Thus, it should be little surprise that White women and minoritized students are consistently underrepresented in undergraduate STEM education and the STEM workforce when compared proportionally to overall population numbers in the United States (National Science Board, National Science Foundation, 2022). Studies have also shown that international students and faculty experience similar issues of discrimination and exclusion (e.g., George Mwangi et al., 2016; Laufer and Gorup, 2019) in the academy, despite the fact that they comprise at least one-fifth of the STEM workforce (National Science Board, National Science Foundation, 2022) and are lauded as knowledge producers who bring increased visibility and soft power to the United States, especially in globally competitive STEM fields (Yao and Viggiano, 2019).
Over the last 3 years, the challenges of a global pandemic, widened sociopolitical divides, and heightened racial tensions have increased the sense of urgency around the need to address the pervasive and long-standing unwelcoming culture of STEM higher education.
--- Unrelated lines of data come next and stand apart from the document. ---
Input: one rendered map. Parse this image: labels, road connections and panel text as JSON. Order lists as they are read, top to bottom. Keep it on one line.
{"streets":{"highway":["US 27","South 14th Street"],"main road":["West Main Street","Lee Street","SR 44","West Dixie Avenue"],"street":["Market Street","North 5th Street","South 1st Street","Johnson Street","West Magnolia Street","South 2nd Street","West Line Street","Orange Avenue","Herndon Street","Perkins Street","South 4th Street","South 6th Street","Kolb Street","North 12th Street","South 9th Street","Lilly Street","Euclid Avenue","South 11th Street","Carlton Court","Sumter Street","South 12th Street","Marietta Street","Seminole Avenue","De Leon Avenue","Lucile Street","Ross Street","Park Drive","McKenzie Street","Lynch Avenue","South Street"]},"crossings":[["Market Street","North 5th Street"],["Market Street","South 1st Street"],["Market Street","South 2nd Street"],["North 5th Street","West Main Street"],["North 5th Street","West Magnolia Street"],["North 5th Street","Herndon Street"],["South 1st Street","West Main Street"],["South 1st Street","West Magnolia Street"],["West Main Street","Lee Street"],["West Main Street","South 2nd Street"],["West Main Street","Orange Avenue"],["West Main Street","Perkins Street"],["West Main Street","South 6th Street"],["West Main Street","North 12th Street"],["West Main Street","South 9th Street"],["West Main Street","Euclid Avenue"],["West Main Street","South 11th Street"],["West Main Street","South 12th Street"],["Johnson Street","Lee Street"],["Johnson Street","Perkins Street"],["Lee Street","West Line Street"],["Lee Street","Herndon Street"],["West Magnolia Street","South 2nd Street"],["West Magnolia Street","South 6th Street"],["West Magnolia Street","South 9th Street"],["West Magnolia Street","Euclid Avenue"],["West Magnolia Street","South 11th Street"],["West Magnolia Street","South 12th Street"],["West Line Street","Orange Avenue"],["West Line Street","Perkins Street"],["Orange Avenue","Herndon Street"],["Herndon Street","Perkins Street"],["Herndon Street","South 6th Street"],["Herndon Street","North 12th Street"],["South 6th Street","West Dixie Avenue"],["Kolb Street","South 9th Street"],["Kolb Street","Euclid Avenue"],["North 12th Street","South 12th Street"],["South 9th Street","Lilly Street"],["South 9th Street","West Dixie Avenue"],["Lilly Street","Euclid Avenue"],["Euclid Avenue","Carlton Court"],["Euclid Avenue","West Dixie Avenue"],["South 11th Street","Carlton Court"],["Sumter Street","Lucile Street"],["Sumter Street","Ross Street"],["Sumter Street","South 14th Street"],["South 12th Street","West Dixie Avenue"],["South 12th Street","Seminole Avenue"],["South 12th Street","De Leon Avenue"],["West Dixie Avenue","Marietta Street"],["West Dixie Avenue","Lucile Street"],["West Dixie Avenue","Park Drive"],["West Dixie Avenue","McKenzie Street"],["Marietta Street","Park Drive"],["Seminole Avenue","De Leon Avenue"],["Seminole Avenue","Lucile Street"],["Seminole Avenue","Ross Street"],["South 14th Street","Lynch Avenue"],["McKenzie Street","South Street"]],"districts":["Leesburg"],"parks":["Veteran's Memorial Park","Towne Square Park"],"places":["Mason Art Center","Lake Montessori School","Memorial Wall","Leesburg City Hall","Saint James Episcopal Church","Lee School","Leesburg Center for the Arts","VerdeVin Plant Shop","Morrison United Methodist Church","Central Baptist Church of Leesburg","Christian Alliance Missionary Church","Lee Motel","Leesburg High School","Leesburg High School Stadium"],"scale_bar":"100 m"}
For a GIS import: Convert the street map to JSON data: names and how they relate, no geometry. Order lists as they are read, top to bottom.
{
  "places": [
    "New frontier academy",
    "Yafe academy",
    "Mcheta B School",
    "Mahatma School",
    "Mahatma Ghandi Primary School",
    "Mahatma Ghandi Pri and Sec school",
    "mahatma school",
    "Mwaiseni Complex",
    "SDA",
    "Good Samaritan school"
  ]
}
Well-documented increases in mental illness, substance use, and other forms of emotional distress among students in higher education provide further impetus for change (National Academies of Sciences, Engineering, and Medicine, 2021). U.S. higher education has a unique responsibility to ensure that the future generations of scientists and engineers that it educates are simultaneously prepared to solve the world’s most vexing problems through discovery and innovation, and positioned to do so amid a rapidly shifting world. At the same time, U.S. higher education must ensure that the STEM ecosystem is equitable and inclusive to address persistent inequities that “shuts out and diverts away too many talented individuals, limiting opportunities for discovery and innovation, and our national potential for the greatest impact” (The White House, 2022). We believe that key to achieving these important goals is creating an undergraduate STEM education culture and climate that recognizes and values the humanity of our students.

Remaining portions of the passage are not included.